Stored data entries:
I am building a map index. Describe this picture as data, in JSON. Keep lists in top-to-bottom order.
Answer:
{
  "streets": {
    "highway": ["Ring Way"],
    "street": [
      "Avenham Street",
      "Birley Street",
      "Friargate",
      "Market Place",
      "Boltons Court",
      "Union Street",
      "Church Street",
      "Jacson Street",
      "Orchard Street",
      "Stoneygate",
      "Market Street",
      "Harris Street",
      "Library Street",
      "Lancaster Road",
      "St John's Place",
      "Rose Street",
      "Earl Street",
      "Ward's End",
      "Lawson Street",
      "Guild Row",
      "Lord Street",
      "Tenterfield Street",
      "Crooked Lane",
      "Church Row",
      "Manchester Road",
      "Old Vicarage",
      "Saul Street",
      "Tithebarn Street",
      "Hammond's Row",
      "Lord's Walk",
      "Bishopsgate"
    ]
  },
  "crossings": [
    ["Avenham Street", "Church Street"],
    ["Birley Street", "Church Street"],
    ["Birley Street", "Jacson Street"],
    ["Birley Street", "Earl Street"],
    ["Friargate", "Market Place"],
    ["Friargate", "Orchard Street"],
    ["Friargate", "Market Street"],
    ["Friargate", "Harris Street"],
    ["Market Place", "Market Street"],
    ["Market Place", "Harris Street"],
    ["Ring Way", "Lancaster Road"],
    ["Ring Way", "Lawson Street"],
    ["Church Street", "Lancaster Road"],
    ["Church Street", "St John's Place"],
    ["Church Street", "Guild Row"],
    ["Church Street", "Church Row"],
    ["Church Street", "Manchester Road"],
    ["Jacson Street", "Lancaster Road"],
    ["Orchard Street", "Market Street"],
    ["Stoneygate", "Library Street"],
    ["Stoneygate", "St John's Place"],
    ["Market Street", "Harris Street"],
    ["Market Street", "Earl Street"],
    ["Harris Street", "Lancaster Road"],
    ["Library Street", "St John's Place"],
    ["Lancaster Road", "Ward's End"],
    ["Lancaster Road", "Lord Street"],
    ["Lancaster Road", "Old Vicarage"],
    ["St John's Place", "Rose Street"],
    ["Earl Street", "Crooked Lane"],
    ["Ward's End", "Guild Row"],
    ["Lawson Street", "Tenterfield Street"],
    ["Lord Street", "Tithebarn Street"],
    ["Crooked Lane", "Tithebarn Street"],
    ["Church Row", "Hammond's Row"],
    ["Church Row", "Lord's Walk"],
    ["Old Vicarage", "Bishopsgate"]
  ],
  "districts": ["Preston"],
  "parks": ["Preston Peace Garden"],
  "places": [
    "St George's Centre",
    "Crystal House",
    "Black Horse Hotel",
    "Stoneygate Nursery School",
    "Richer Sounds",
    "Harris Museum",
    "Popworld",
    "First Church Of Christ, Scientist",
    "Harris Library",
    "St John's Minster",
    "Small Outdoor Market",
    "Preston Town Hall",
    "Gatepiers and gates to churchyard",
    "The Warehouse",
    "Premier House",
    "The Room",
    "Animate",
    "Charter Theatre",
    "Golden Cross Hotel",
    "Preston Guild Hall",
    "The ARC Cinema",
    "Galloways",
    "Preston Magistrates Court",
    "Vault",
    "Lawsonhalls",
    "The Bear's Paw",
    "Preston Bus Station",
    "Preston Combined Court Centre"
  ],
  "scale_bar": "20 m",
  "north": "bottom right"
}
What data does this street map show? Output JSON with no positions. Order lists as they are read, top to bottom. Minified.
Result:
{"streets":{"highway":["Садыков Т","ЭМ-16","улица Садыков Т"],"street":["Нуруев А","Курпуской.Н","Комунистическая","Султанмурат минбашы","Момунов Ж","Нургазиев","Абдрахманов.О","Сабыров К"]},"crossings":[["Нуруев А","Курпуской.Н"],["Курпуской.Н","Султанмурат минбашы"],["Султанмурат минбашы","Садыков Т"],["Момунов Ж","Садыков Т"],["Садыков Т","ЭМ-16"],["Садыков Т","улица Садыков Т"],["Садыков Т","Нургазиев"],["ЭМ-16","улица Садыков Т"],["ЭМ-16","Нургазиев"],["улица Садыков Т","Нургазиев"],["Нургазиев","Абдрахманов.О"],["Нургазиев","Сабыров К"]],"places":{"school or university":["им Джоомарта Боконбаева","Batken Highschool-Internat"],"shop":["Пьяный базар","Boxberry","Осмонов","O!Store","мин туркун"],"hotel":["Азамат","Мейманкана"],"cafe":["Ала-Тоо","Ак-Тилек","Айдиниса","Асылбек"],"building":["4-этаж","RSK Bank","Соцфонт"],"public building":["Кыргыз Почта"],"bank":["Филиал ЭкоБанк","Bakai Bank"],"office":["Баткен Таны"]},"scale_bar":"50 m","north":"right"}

> [TASK GOAL]: Could you count how many lines in the records contain the word "this"? Only the number is needed.

> [EXERCISE SOLUTION]: 2